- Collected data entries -
***

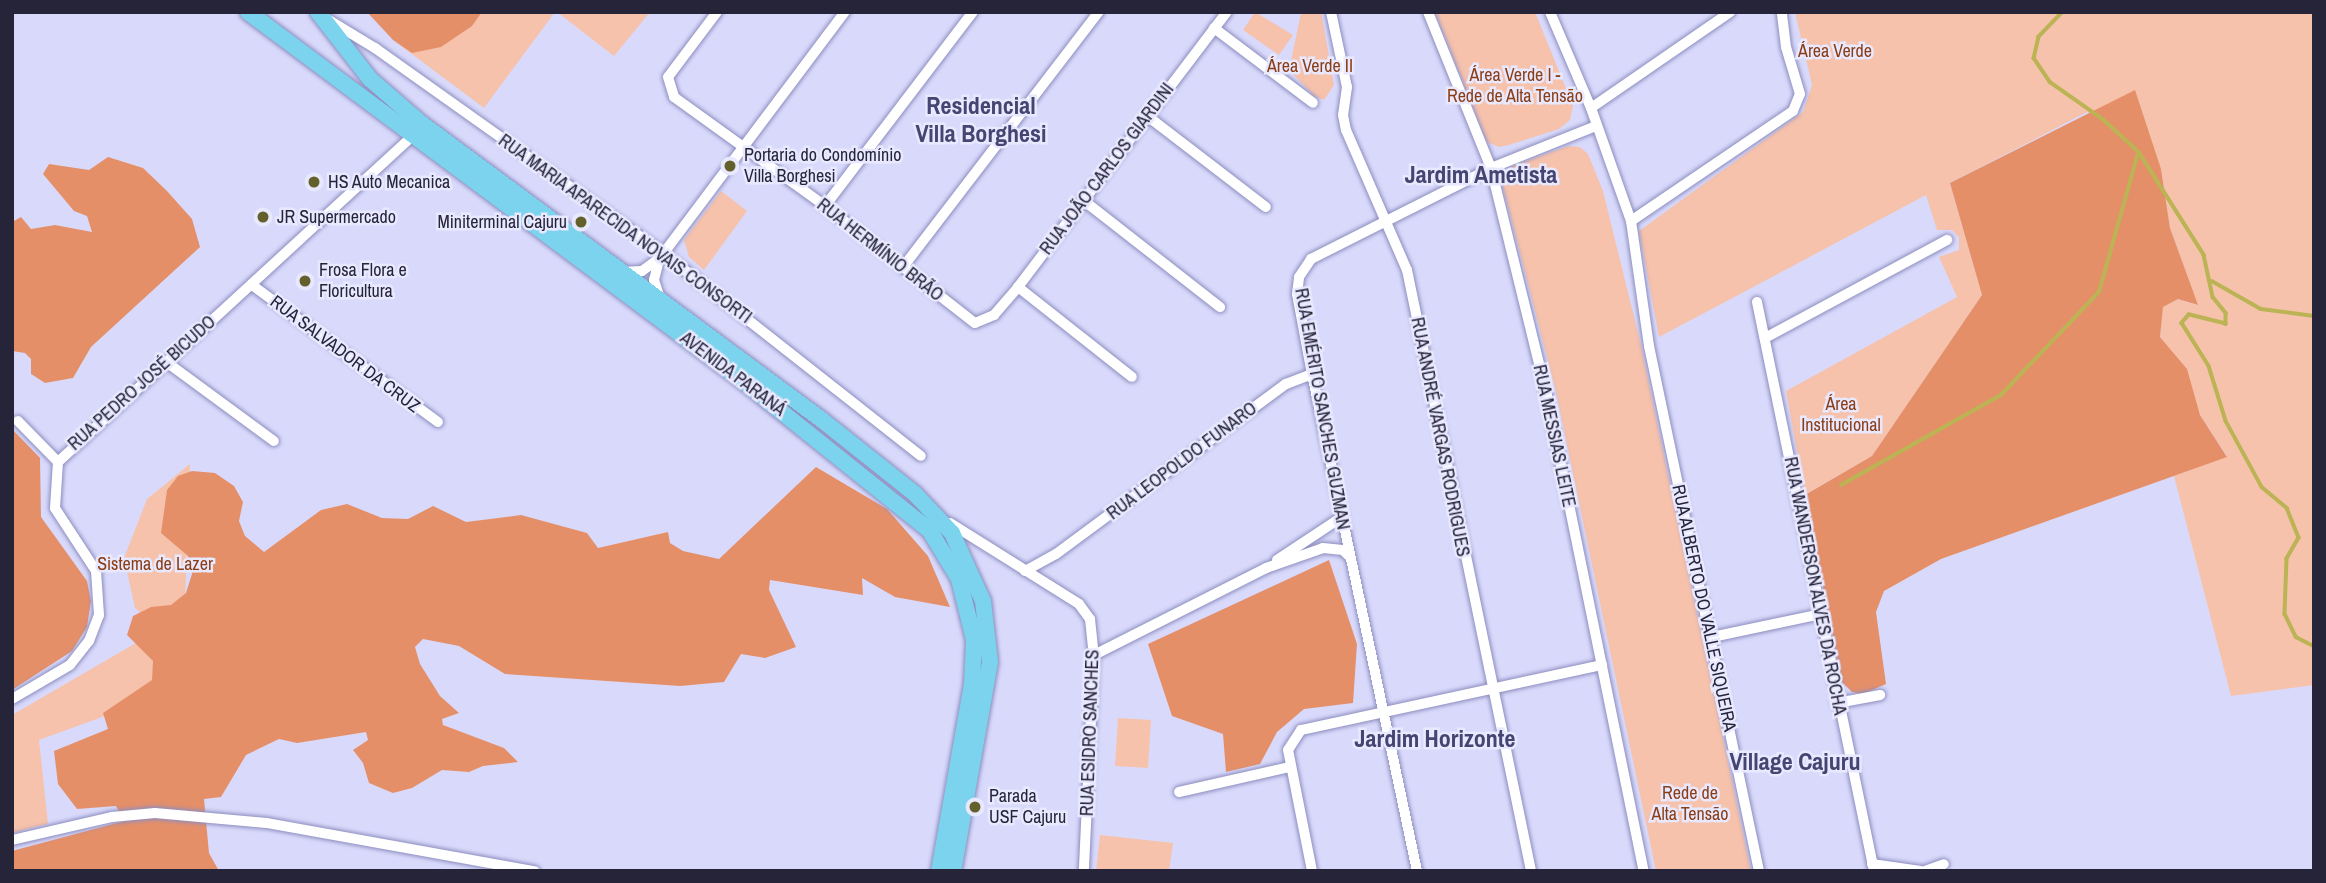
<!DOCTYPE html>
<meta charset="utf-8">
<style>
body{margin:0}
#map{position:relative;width:2326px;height:883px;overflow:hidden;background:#d9dafb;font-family:"Archivo Narrow",sans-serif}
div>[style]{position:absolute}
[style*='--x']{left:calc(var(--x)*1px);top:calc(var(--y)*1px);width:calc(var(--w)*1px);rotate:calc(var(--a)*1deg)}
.green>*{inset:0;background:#f6c2ac}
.forest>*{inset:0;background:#e58f69}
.stream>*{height:3.5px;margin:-1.75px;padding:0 1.75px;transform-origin:1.75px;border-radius:1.75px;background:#bbb354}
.roads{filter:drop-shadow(0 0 2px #8d8dc0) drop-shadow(0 0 2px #8d8dc0)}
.street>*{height:10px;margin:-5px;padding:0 5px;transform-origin:5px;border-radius:5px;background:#fff}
.primary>*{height:16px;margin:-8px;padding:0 8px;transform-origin:8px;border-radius:8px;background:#7cd3ed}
.dots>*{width:19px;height:19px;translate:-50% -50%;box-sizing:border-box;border:4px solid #e8e8ff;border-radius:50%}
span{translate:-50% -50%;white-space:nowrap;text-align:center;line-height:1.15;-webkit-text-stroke:5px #e8e8ff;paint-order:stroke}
.park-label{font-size:18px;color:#8b3d14}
.poi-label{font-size:18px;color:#252439}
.left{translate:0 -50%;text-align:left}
.right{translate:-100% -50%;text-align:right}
.street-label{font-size:18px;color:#252439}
.district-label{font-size:24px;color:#464471;font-weight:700}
.frame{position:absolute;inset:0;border:14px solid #252439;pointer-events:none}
</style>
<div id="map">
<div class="green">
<i style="clip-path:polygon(482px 12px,555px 12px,484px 108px,393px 40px,413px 53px,472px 26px)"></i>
<i style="clip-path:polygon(557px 12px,650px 12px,614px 56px)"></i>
<i style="clip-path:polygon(1255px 12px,1293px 35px,1279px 55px,1243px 30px)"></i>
<i style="clip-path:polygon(1321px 12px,1334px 85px,1324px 100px,1314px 96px,1289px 70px,1301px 13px)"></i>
<i style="clip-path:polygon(1435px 12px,1535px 12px,1573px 106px,1570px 120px,1559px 129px,1509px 145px,1499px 147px,1487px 142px)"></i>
<i style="clip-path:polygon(1795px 12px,2314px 12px,2314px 685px,2231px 696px,2174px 476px,2227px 456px,2200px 415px,2185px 367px,2160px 337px,2162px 307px,2178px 299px,2197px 305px,2170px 228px,2161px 169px,2087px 112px,1950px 183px,1982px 295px,1872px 456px,1805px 495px,1786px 391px,1957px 297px,1939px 257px,1959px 250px,1959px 237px,1952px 230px,1937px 230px,1926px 195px,1659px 337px,1639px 231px,1803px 112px,1812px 85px)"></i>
<i style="clip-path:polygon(1568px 146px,1580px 147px,1588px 154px,1603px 191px,1641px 345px,1751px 871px,1656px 871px,1556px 392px,1502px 184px,1512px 166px)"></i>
<i style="clip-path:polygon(721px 191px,747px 211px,704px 270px,689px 257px,684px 240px)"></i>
<i style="clip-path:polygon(190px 464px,182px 688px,39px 740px,48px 824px,12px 833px,12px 715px,160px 629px,135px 608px,124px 558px,147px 499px)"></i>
<i style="clip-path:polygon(1118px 718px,1151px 720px,1148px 768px,1115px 766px)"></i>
<i style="clip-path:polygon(1100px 835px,1173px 843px,1169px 871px,1096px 871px)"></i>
</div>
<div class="forest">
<i style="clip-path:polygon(367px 12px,482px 12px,472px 26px,441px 47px,412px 53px,393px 40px)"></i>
<i style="clip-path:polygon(2135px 90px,2161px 169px,2170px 228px,2198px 305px,2178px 299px,2163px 307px,2160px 337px,2187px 369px,2200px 415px,2227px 457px,1941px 559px,1884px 591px,1876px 612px,1886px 684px,1863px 694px,1852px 692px,1842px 682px,1805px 495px,1872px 456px,1982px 295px,1950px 183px)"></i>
<i style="clip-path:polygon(108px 157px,143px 168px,167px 191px,192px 219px,200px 247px,91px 347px,73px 378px,45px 383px,31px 374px,31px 359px,25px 353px,12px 351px,12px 222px,21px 217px,31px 229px,55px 225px,92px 232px,87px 216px,74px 211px,43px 174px,49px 164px,89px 170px)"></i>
<i style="clip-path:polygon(12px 429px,40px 458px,41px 517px,87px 581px,91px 601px,87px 627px,72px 651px,12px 690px)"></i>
<i style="clip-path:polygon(816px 467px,887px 509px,928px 556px,950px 607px,895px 597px,862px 578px,863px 595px,770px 580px,769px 590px,796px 647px,765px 658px,741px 654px,724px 682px,680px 686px,505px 674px,459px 646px,423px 639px,415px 647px,420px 664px,440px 696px,459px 713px,442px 719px,443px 725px,504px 748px,518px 762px,483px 766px,469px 772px,442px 770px,412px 788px,393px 793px,369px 783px,363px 763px,353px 750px,368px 740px,366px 732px,297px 743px,279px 739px,246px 755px,221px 797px,204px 799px,209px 853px,219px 871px,12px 871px,12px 851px,124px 821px,116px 806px,77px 809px,58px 784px,54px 751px,108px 729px,103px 713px,152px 680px,153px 661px,127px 635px,133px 616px,151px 607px,171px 605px,186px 593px,192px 574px,188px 556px,161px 533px,167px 490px,178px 476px,192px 471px,215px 473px,234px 486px,243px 502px,239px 521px,245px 536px,264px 552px,321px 510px,347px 504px,382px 518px,408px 519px,433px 506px,466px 522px,521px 515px,587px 533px,598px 548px,668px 532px,670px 543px,683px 551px,719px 559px)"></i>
<i style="clip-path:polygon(1329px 560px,1357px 644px,1353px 703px,1304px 709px,1277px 732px,1260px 764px,1226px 772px,1223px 734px,1172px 716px,1148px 644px)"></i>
</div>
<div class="stream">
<i style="--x:2063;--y:12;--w:35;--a:134"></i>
<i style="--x:2039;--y:37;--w:22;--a:103"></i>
<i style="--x:2034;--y:58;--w:29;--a:56"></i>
<i style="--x:2050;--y:82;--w:66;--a:35.1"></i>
<i style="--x:2104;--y:120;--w:47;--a:42.4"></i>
<i style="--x:2139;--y:152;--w:122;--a:57.7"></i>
<i style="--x:2204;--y:255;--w:43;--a:77.9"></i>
<i style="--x:2213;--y:297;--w:21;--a:51"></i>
<i style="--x:2226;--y:313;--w:11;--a:90"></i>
<i style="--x:2226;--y:324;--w:38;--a:-166"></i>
<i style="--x:2189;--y:315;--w:11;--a:131"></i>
<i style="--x:2182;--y:323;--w:51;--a:57.9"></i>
<i style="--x:2209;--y:366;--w:58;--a:72.8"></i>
<i style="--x:2226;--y:421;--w:75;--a:61.4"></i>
<i style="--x:2262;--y:487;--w:33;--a:40"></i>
<i style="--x:2287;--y:508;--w:32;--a:68"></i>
<i style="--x:2299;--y:538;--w:24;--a:120"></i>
<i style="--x:2287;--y:559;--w:55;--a:92.1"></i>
<i style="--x:2285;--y:614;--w:25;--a:64"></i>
<i style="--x:2296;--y:637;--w:20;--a:27"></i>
<i style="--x:2212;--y:281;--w:56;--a:29.7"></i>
<i style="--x:2261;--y:309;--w:53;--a:7.5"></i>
<i style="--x:1841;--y:485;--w:184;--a:-29.4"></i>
<i style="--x:2001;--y:395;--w:142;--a:-46.4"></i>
<i style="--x:2099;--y:292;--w:144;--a:-74.3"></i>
</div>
<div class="roads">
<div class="street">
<i style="--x:717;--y:12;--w:81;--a:127"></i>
<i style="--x:668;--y:77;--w:21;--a:73"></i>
<i style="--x:674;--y:97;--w:186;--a:35.8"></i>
<i style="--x:825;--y:206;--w:190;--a:38"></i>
<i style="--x:975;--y:323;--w:21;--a:-23"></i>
<i style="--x:994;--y:315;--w:37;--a:-49"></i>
<i style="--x:1018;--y:287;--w:345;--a:-52.8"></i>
<i style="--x:1331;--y:12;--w:77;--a:78"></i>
<i style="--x:1347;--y:87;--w:28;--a:98"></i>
<i style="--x:1343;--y:115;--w:15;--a:79"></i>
<i style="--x:1346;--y:130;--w:153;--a:66.5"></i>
<i style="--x:1407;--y:270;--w:614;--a:78.34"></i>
<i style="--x:1428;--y:12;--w:168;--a:68"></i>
<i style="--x:1491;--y:168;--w:235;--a:76.2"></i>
<i style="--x:1547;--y:396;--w:485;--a:78.5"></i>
<i style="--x:1550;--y:12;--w:104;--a:66.9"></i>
<i style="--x:1591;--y:108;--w:120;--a:70.5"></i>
<i style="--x:1631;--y:221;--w:126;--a:81.8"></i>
<i style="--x:1649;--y:346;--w:536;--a:78.17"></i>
<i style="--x:329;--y:20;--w:54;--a:31.3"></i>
<i style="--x:375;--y:48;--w:354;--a:35.4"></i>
<i style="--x:663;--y:253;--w:328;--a:38.2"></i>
<i style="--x:1214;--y:28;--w:124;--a:37.1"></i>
<i style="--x:1591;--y:108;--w:169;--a:-34.6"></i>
<i style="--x:1146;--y:115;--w:151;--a:37.5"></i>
<i style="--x:1083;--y:200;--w:174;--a:38"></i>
<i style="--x:825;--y:206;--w:244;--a:-52.7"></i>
<i style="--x:1631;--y:221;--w:196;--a:-34.2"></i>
<i style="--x:1793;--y:111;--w:18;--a:-68"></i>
<i style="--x:1800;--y:94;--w:49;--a:-106.6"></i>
<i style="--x:1786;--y:47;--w:35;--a:-97"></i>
<i style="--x:659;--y:260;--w:21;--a:104"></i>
<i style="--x:654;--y:280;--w:20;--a:72"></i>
<i style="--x:903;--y:267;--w:322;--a:-52.5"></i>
<i style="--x:621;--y:272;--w:21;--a:-3"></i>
<i style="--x:642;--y:271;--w:22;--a:-36"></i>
<i style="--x:660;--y:258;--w:308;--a:-53.1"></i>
<i style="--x:252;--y:285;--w:231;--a:36.4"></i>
<i style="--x:1018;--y:287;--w:145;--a:38.3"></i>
<i style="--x:1757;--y:302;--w:581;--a:78.38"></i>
<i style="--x:1765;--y:338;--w:207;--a:-28.3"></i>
<i style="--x:165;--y:361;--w:135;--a:36.3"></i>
<i style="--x:18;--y:421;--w:57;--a:45.7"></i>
<i style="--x:950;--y:523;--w:152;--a:32.1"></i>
<i style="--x:1079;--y:604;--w:19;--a:54"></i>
<i style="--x:1090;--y:619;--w:36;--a:84"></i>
<i style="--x:1094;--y:655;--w:216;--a:92.7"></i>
<i style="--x:1277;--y:560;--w:78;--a:-33.5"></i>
<i style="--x:1025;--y:571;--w:35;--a:-29"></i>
<i style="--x:1056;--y:554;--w:286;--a:-36.5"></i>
<i style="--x:1286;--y:384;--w:28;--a:-21"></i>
<i style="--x:1712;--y:637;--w:111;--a:-11.9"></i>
<i style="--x:1094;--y:655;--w:193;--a:-26.8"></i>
<i style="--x:1266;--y:568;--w:60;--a:-19.3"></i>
<i style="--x:1323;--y:548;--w:20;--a:6"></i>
<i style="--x:1343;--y:550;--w:8;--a:45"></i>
<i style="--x:12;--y:699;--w:67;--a:-30.4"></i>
<i style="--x:70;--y:665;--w:31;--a:-52"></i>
<i style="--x:89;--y:641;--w:28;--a:-69"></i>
<i style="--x:99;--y:615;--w:44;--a:-93.9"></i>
<i style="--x:96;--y:571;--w:75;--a:-123.1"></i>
<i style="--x:55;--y:508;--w:46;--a:-86.3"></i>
<i style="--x:58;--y:462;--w:481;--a:-42.6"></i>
<i style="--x:1837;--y:703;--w:44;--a:-10.5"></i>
<i style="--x:1179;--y:792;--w:114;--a:-12.7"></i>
<i style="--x:12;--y:840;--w:103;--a:-13"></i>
<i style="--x:112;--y:817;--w:43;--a:-5.3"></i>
<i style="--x:155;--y:813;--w:112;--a:5.1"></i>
<i style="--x:267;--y:823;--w:272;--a:10.2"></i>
<i style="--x:1872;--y:864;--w:49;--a:8.1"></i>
<i style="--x:1312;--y:871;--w:123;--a:-101.2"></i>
<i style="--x:1288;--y:750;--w:24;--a:-57"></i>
<i style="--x:1301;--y:730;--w:308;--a:-12.2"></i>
<i style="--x:1417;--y:871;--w:508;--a:-101.93"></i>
<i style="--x:1312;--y:374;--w:81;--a:-100.6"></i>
<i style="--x:1297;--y:294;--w:17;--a:-83"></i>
<i style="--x:1299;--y:277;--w:22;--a:-56"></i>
<i style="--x:1311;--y:259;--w:202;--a:-26.8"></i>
<i style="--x:1491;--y:168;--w:113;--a:-21.8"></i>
<i style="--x:1925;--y:871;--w:20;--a:-20"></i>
</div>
<div class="primary">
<i style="--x:248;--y:12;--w:617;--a:36.7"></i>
<i style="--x:743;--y:381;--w:240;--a:38.7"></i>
<i style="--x:930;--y:531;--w:56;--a:58.9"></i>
<i style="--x:959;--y:579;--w:63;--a:76.2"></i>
<i style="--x:974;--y:640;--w:44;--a:92.6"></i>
<i style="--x:972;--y:684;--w:190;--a:100"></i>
<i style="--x:318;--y:12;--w:85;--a:52.2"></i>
<i style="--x:370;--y:79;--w:69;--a:40.9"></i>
<i style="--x:422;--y:124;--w:498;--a:36.5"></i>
<i style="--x:822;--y:420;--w:119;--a:38.5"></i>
<i style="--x:915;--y:494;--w:54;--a:46.5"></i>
<i style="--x:952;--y:533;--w:75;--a:65.5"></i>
<i style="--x:983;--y:601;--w:61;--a:83.5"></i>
<i style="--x:990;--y:662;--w:212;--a:100"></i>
</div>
</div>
<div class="dots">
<i style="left:730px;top:166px;background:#64602c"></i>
<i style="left:314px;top:182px;background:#64602c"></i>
<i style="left:263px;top:217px;background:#64602c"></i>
<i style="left:581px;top:222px;background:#64602c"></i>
<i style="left:305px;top:281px;background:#64602c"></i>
<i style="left:975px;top:807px;background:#64602c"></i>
</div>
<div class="park-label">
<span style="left:1835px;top:51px">Área Verde</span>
<span style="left:1310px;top:66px">Área Verde II</span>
<span style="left:1515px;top:86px">Área Verde I -<br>Rede de Alta Tensão</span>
<span style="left:1841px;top:415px">Área<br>Institucional</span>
<span style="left:155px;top:564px">Sistema de Lazer</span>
<span style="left:1690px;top:804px">Rede de<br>Alta Tensão</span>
</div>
<div class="poi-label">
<span class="left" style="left:744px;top:166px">Portaria do Condomínio<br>Villa Borghesi</span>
<span class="left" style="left:328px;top:182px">HS Auto Mecanica</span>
<span class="left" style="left:277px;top:217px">JR Supermercado</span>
<span class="right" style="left:567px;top:222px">Miniterminal Cajuru</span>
<span class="left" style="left:319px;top:281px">Frosa Flora e<br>Floricultura</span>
<span class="left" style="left:989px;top:807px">Parada<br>USF Cajuru</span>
</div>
<div class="street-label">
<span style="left:1107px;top:169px;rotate:-53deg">RUA JOÃO CARLOS GIARDINI</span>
<span style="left:625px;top:229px;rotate:36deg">RUA MARIA APARECIDA NOVAIS CONSORTI</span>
<span style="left:880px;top:250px;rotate:38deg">RUA HERMÍNIO BRÃO</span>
<span style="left:345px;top:354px;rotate:37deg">RUA SALVADOR DA CRUZ</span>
<span style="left:733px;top:374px;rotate:37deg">AVENIDA PARANÁ</span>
<span style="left:142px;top:383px;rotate:-42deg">RUA PEDRO JOSÉ BICUDO</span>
<span style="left:1322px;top:409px;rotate:80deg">RUA EMÉRITO SANCHES GUZMAN</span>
<span style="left:1554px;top:436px;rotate:78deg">RUA MESSIAS LEITE</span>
<span style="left:1440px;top:437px;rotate:79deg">RUA ANDRÉ VARGAS RODRIGUES</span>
<span style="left:1182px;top:461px;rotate:-37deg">RUA LEOPOLDO FUNARO</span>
<span style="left:1815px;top:586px;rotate:79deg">RUA WANDERSON ALVES DA ROCHA</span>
<span style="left:1704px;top:608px;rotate:78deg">RUA ALBERTO DO VALLE SIQUEIRA</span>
<span style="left:1090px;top:733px;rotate:-88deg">RUA ESIDRO SANCHES</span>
</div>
<div class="district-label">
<span style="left:981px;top:120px">Residencial<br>Villa Borghesi</span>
<span style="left:1481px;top:175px">Jardim Ametista</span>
<span style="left:1435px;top:739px">Jardim Horizonte</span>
<span style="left:1795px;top:762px">Village Cajuru</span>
</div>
<div class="frame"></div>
</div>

***

- Your task -
Without the pictures, copy the entries from their first line through the line containing "2px #8d8dc0) drop-shadow(0", and only those lines.

- Solution to this problem -
<!DOCTYPE html>
<meta charset="utf-8">
<style>
body{margin:0}
#map{position:relative;width:2326px;height:883px;overflow:hidden;background:#d9dafb;font-family:"Archivo Narrow",sans-serif}
div>[style]{position:absolute}
[style*='--x']{left:calc(var(--x)*1px);top:calc(var(--y)*1px);width:calc(var(--w)*1px);rotate:calc(var(--a)*1deg)}
.green>*{inset:0;background:#f6c2ac}
.forest>*{inset:0;background:#e58f69}
.stream>*{height:3.5px;margin:-1.75px;padding:0 1.75px;transform-origin:1.75px;border-radius:1.75px;background:#bbb354}
.roads{filter:drop-shadow(0 0 2px #8d8dc0) drop-shadow(0 0 2px #8d8dc0)}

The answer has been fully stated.